Un nouveau contrat stratégique de filière a finalement été signé le 18 janvier 2019 dernier, entre le CSF, le ministère de l'Économie et des Finances et le ministère de l'Écologie et de la Transition solidaire.

La logique ayant présidé à l'élaboration de ce nouveau contrat diffère de celle qui sous-tendait le précédent document. Tandis qu'entre 2014 et 2018, le Comité stratégique de filière visait surtout à relayer auprès de l'administration et du Gouvernement les principales demandes des industriels en termes de politiques publiques, la volonté actuelle est plutôt de se concentrer sur la réalisation pratique d'actions structurantes , en nombre plus réduit : selon Mme Christel Bories, « À la différence des précédents, les CSF actuels, plus sélectifs, se focalisent sur les batailles que la France peut gagner. » 40 ( * ) Ces projets concrets portés au contrat stratégique se veulent soutenus par des engagements réciproques de l'État et des industriels.

Le contrat stratégique de filière du 18 janvier 2019

Signé le 18 janvier 2019 par le Comité stratégique de filière, le ministère de l'Économie et des Finances, et le ministère de l'Écologie et de la Transition solidaire, le contrat stratégique de la filière « Mines et métallurgie » couvre la période 2018-2022. Il se concentre autour de sept actions structurantes.

Thèmes principaux :

Assurer un approvisionnement durable et compétitif de la filière en matières premières primaires et secondaires ;

Accompagner la transformation numérique des entreprises avec pour objectif d'assurer la compétitivité de la filière et une montée en gamme des entreprises ;

Favoriser l'innovation pour permettre une différentiation dans un secteur très concurrentiel et répondre aux enjeux sociétaux de la filière ;

Contribuer aux objectifs de la transition écologique, d'une part dans la manière de produire, d'autre part dans l'utilisation des produits, mais aussi dans l'évolution des produits destinés à remplir les services nécessaires à la société ;

Développer l'économie circulaire ;

Développer un haut niveau de compétences des salariés, développer l'attractivité des métiers de la filière et leur évolution face au défi du numérique.

Actions structurantes :

Construire et mettre en oeuvre les standards de référence de la mine et des approvisionnements responsables (en lien avec le thème 1) ;

Accélérer la digitalisation de la filière métallurgique pour la rendre plus compétitive ; Développer les mines et carrières connectées (en lien avec le thème 2) ;

Réduire les émissions de gaz à effet de serre en extrayant le CO2 des gaz et fumées industrielles (en lien avec le thème 4) ;

Développer une filière intégrée de recyclage des batteries lithium ; Recycler le véhiculer hors d'usage de demain (en lien avec le thème 5) ;

Déployer l'EDEC Transition numérique (en lien avec le thème 6).

Actions complémentaires :

Le stockage de l'énergie et l'aide à l'intégration des énergies renouvelables ;

Une réflexion sur la filière aciérie électrique ;

L'amélioration/optimisation des procédés en fonderie ;

L'amélioration de la valorisation des sous-produits métalliques en recyclant le sable de fonderie.

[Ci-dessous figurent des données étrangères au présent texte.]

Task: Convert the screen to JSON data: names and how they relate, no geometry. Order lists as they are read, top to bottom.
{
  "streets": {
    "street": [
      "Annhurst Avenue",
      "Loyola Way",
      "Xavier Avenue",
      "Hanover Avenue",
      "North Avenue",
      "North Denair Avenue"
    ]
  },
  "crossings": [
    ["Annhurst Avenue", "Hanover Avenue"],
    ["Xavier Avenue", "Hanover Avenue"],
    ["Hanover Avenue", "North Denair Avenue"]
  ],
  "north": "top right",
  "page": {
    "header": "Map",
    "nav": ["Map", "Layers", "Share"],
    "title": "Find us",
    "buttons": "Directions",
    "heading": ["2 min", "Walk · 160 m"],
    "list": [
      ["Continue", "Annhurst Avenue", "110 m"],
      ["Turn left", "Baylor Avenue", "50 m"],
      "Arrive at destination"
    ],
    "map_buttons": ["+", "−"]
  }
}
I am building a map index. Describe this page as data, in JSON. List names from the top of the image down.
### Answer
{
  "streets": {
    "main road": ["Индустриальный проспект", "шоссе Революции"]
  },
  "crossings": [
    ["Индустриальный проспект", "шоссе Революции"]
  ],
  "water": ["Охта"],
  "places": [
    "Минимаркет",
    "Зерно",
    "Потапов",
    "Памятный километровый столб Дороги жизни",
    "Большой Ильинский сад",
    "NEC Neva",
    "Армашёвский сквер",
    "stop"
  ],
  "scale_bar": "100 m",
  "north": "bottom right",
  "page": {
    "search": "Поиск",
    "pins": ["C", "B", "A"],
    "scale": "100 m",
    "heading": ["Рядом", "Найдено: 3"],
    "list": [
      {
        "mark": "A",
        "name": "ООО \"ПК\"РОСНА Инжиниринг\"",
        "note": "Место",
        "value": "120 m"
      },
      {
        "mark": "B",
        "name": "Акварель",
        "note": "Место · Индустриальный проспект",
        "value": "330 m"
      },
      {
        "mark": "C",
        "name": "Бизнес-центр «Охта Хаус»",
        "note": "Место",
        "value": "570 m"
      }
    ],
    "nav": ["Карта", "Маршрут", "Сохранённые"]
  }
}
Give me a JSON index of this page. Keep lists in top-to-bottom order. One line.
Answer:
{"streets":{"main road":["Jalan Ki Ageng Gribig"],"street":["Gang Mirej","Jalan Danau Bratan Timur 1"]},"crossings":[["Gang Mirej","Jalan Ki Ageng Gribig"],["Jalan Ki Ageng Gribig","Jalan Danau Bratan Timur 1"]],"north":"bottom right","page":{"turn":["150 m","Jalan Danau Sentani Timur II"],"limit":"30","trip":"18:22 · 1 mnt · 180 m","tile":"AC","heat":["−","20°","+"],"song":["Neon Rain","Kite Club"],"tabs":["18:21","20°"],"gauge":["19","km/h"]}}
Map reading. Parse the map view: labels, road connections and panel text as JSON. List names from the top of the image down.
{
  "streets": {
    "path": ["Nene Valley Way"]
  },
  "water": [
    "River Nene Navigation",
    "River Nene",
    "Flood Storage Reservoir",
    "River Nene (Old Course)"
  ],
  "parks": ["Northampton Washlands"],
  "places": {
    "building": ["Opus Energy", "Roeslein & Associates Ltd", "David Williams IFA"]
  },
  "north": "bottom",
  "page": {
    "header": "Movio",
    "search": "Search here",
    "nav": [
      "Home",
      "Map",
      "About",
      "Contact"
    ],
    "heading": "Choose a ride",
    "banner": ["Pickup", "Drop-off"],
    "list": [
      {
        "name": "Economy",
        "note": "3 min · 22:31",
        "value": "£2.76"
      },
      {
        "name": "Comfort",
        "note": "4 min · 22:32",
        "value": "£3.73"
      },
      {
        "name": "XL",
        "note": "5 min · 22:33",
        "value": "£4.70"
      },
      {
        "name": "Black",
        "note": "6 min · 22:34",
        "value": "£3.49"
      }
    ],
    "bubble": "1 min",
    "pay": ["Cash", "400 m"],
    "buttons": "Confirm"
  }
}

Le contrat indique également que « le CSF a entamé une réflexion sur deux thèmes transversaux » : la réduction des émissions de gaz à effet de serre, et les compétences. Dans le cadre de groupes de travail, une feuille de route pourra être établie sur ces thématiques si les acteurs expriment leur intérêt.

Enfin, un rapport sur l'approvisionnement en matières premières des entreprises industrielles françaises, confié par le ministère de l'Économie et des Finances au Conseil général de l'Économie, de l'industrie, de l'énergie et des technologies (CGEIET) et au CSF Mines et métallurgie est paru en mars dernier. Le contrat prévoit la mise en place d'un groupe de travail chargé d'approfondir les recommandations du rapport en relation avec les entreprises industrielles.


* 39 Discours du Premier ministre M. Édouard Philippe au Conseil national de l'Industrie, le 20 novembre 2017.

* 40 Audition du 25 juin 2019 par la mission d'information.